Items from a dataset:
-------

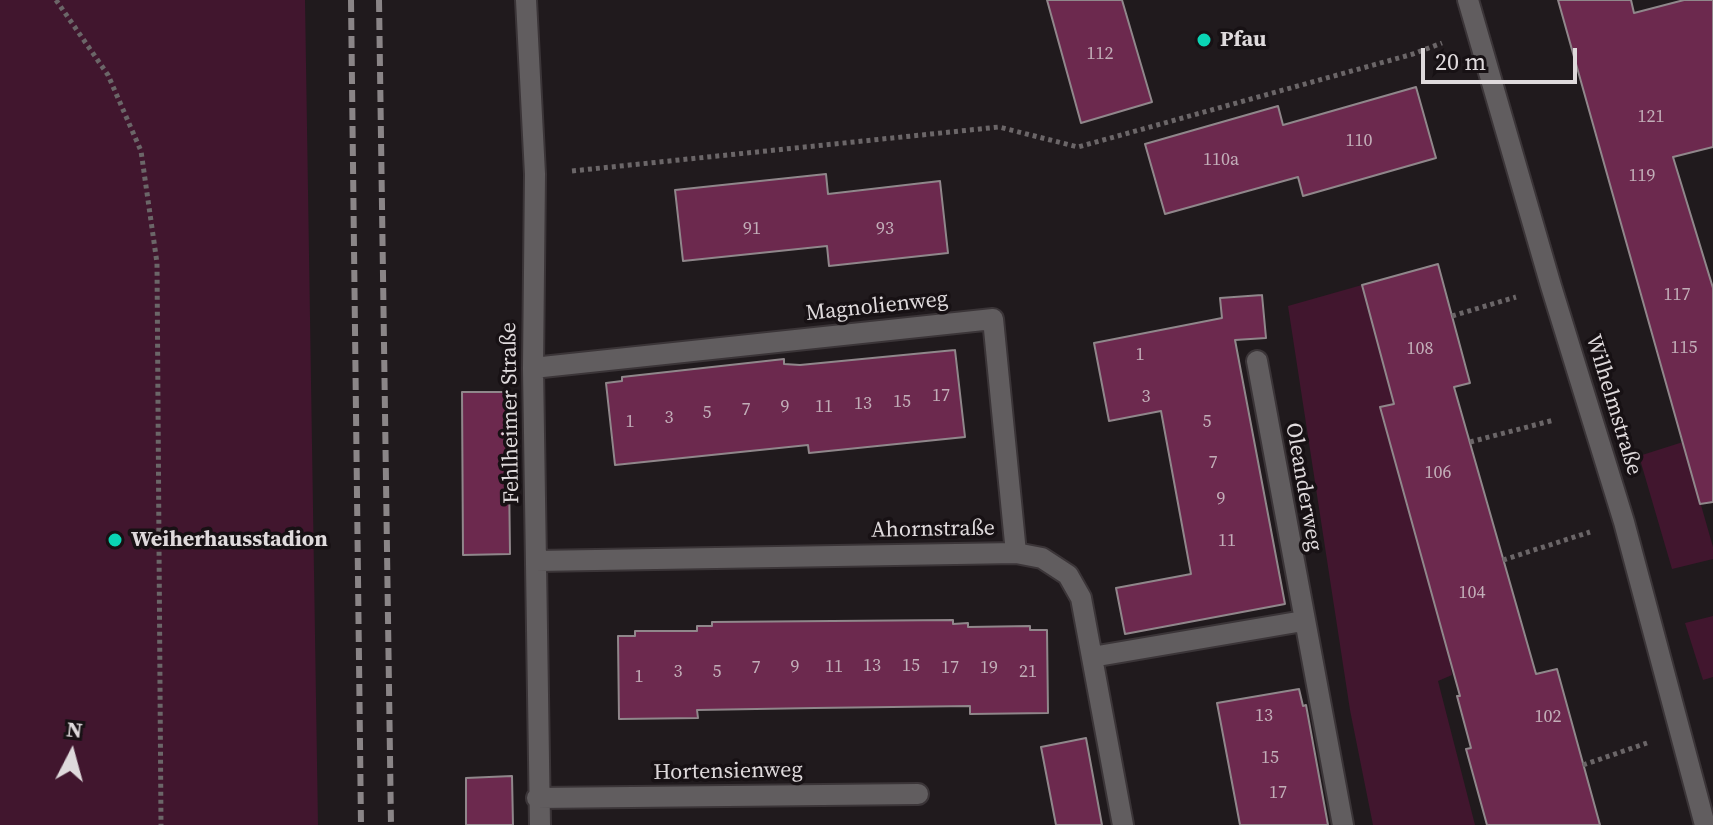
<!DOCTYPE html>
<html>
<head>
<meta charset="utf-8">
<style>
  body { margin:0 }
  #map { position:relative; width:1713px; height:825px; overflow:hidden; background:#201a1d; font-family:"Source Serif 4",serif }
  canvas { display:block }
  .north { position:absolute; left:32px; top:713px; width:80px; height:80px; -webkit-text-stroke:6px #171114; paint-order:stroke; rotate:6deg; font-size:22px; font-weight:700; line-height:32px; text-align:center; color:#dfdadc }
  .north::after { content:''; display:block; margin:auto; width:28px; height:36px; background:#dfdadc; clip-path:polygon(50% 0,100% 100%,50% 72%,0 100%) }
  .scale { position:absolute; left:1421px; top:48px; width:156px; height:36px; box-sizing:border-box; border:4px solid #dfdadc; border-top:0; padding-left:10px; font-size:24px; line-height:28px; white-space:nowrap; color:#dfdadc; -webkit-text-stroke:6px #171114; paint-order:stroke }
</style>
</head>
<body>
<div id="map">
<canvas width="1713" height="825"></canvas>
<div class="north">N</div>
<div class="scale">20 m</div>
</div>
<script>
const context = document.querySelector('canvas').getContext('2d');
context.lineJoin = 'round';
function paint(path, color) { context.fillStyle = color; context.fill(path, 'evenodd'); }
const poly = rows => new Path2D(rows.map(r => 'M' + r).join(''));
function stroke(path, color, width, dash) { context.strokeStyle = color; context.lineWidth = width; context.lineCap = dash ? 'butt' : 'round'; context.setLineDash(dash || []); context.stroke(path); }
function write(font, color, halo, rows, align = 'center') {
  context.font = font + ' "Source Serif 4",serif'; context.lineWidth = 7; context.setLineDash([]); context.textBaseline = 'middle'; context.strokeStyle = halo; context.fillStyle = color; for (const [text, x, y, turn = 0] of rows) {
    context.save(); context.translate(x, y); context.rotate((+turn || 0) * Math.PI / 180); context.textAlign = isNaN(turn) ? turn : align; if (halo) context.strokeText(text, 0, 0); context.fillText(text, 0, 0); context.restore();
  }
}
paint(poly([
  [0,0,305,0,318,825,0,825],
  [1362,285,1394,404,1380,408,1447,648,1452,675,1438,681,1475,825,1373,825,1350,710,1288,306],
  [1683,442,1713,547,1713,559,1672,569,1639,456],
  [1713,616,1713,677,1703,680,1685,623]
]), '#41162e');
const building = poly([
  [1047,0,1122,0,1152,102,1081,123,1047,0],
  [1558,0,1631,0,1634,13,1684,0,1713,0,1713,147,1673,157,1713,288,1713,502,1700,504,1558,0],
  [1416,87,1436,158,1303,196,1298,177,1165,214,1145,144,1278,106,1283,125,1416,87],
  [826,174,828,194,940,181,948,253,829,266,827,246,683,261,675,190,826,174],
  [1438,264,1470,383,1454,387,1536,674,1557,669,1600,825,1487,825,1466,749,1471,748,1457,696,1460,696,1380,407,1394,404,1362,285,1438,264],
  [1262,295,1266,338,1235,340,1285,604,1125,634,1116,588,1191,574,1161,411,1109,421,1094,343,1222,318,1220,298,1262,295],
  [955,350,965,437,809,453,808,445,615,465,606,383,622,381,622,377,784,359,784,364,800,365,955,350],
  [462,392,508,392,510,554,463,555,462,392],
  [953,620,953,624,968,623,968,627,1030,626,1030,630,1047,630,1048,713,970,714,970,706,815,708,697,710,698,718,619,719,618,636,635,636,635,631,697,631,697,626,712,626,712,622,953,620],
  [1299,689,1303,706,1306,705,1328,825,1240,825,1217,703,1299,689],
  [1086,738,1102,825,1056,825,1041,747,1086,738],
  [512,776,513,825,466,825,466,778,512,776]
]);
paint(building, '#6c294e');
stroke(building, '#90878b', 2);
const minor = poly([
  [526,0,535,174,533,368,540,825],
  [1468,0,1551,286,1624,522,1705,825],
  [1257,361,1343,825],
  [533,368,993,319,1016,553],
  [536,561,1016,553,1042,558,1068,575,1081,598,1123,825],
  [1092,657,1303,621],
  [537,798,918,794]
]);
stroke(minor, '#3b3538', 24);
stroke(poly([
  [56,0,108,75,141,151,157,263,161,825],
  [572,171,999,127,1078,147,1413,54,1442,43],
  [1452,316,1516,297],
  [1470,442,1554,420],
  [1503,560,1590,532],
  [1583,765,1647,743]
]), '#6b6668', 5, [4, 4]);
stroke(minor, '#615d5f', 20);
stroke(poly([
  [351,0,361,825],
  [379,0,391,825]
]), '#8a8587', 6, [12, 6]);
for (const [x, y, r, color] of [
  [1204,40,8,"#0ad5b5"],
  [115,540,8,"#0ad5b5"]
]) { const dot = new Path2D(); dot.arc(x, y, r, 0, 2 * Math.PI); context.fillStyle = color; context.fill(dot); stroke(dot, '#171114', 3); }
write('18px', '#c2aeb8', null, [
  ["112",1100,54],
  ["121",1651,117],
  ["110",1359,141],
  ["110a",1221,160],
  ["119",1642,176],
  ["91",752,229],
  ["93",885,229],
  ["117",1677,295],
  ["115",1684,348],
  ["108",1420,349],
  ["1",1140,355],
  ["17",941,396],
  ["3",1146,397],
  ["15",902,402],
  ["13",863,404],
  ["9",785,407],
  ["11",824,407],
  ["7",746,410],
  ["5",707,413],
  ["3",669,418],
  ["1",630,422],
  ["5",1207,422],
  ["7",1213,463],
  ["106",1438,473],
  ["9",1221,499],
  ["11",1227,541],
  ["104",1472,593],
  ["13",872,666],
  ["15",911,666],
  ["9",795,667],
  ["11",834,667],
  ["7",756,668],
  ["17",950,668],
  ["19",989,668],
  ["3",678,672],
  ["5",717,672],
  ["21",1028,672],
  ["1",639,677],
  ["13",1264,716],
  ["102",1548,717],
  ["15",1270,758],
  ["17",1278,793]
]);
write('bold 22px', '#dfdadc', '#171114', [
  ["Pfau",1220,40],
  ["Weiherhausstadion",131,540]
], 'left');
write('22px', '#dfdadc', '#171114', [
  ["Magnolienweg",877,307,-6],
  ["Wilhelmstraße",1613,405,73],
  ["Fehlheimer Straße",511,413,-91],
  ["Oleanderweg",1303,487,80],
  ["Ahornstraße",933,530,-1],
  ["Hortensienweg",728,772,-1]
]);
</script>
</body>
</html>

-------

### What to produce:
Repeat, with no pictures, every line from the top of the entries above through the line that has "context.lineJoin = 'round';", keeping each one exact.

### Solution to this problem:
<!DOCTYPE html>
<html>
<head>
<meta charset="utf-8">
<style>
  body { margin:0 }
  #map { position:relative; width:1713px; height:825px; overflow:hidden; background:#201a1d; font-family:"Source Serif 4",serif }
  canvas { display:block }
  .north { position:absolute; left:32px; top:713px; width:80px; height:80px; -webkit-text-stroke:6px #171114; paint-order:stroke; rotate:6deg; font-size:22px; font-weight:700; line-height:32px; text-align:center; color:#dfdadc }
  .north::after { content:''; display:block; margin:auto; width:28px; height:36px; background:#dfdadc; clip-path:polygon(50% 0,100% 100%,50% 72%,0 100%) }
  .scale { position:absolute; left:1421px; top:48px; width:156px; height:36px; box-sizing:border-box; border:4px solid #dfdadc; border-top:0; padding-left:10px; font-size:24px; line-height:28px; white-space:nowrap; color:#dfdadc; -webkit-text-stroke:6px #171114; paint-order:stroke }
</style>
</head>
<body>
<div id="map">
<canvas width="1713" height="825"></canvas>
<div class="north">N</div>
<div class="scale">20 m</div>
</div>
<script>
const context = document.querySelector('canvas').getContext('2d');
context.lineJoin = 'round';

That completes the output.